Contrary to plaintiffs' contention, the evidence does not compel a finding
that their use of the land was hostile.
	[¶12]  Plaintiffs' final argument, that the court abused its discretion by
denying their oral motion at trial to amend the complaint, is without merit. 
Leave to amend "shall be given when justice so requires."  M.R. Civ. P. 15(a). 
The decision to deny a request to amend a pleading, however, rests with the
sound discretion of the court.  Kelly v. Michaud's Ins. Agency, Inc. 651 A.2d
345, 347 (Me. 1994).  The denial of such a request will be reversed on
appeal only if the moving party clearly demonstrates a manifest abuse of
discretion and the necessity to grant the motion to prevent injustice.  Id. 
Plaintiffs' have failed to meet their burden in both respects.  
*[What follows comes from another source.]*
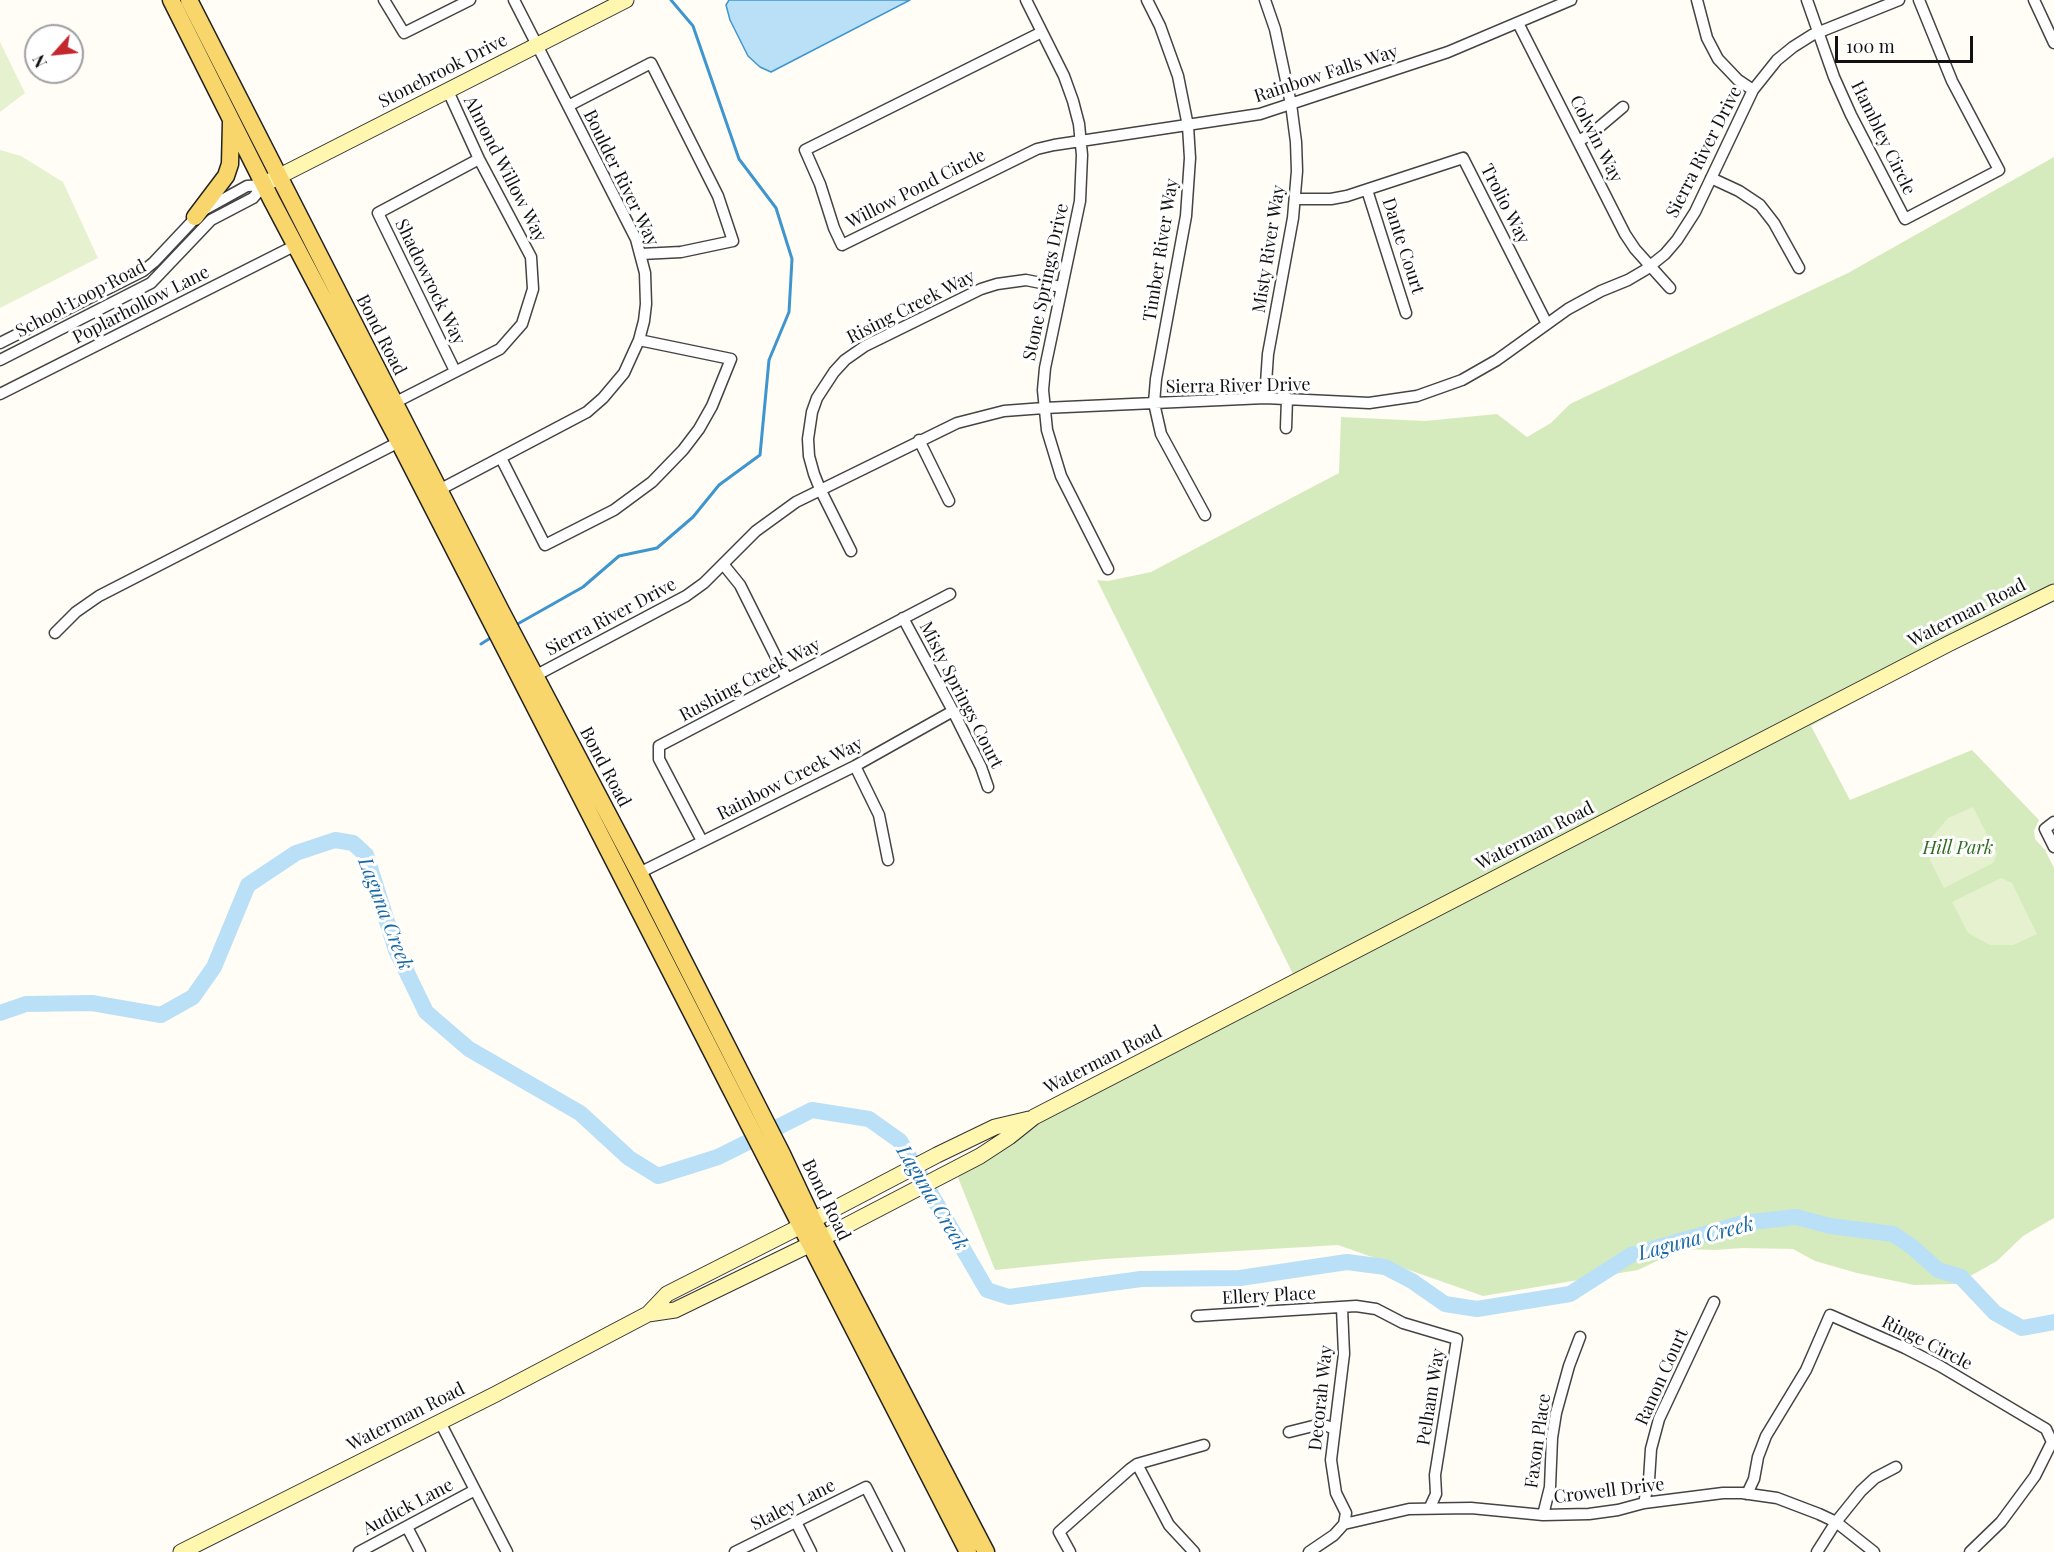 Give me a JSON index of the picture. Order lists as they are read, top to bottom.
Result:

	[¶13]  First, they have failed to demonstrate a manifest abuse of
discretion.  A claimant asserting a prescriptive easement must prove that
the true owner knew of the adverse claim and acquiesced.  Glidden v.
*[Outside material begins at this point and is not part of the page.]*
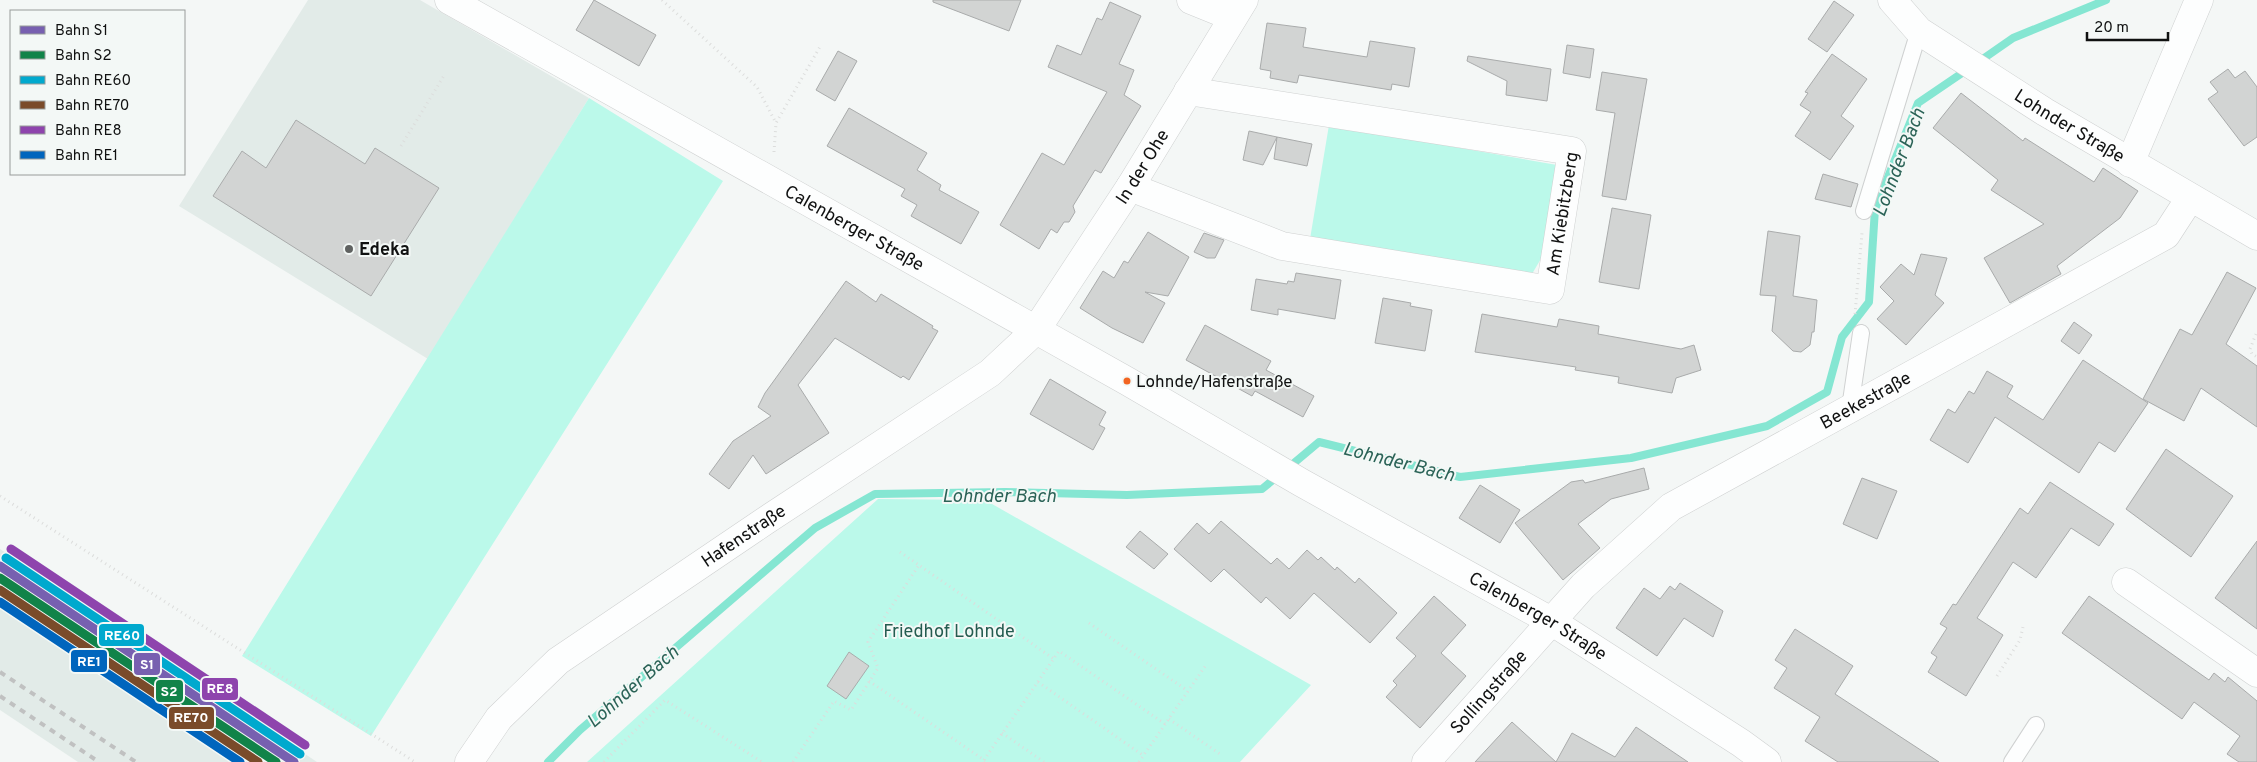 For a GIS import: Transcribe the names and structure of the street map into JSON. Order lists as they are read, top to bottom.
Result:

Belden, 684 A.2d 1306, 1317 (Me. 1996).  "Proof of the owner's
acquiescence is an essential element in the establishment of a prescriptive
easement."  Id.  "On this point, the acquisition of an easement by
prescription differs, in Maine, from the acquisition of title by adverse
possession."  Pace v. Carter, 390 A.2d 505, 507 n.2 (Me. 1978).  Amending
the complaint in mid-trial to allege a new claim with an additional element
of proof could have prejudiced defendant, who had already completed cross-
examination of several key witnesses.  Therefore, we cannot conclude that
the court abused its discretion by denying plaintiffs' motion.  Hamor v. Maine
Coast Memorial Hosp., 483 A.2d 718, 720 (Me. 1984) (the imminence of a
scheduled trial was sufficient justification for denial of a motion to amend).	
	[¶14]  Plaintiffs have also failed to demonstrate the necessity of
granting the motion to prevent injustice.  The court ruled that the
prescriptive easement claim would have failed for the same reason the
adverse possession claim failed, lack of notice of a hostile claim of right. 
Plaintiffs have failed to provide any authority or evidence to compel a
contrary determination.
	The entry is:
					Judgment affirmed. 

Attorney for plaintiffs: Peter C. Fessenden, Esq. P O Box 429 Brunswick, ME 04011 Attorneys for defendant: Ronald P. Lebel, Esq. William H. Stiles, Esq. Skelton, Taintor & Abbott, P. A. P O Box 3200 Auburn, ME 04212-3200
FOOTNOTES******************************** {1} Since 1925 the mill property has been owned successively by Pejepscot Paper Company, the Hearst Corporation, St. Raymond Paper, Swiss Bank, and now Pejepscot Industrial Park, Inc. We refer to the owners collectively as the "mill owners" and their land as the "mill property."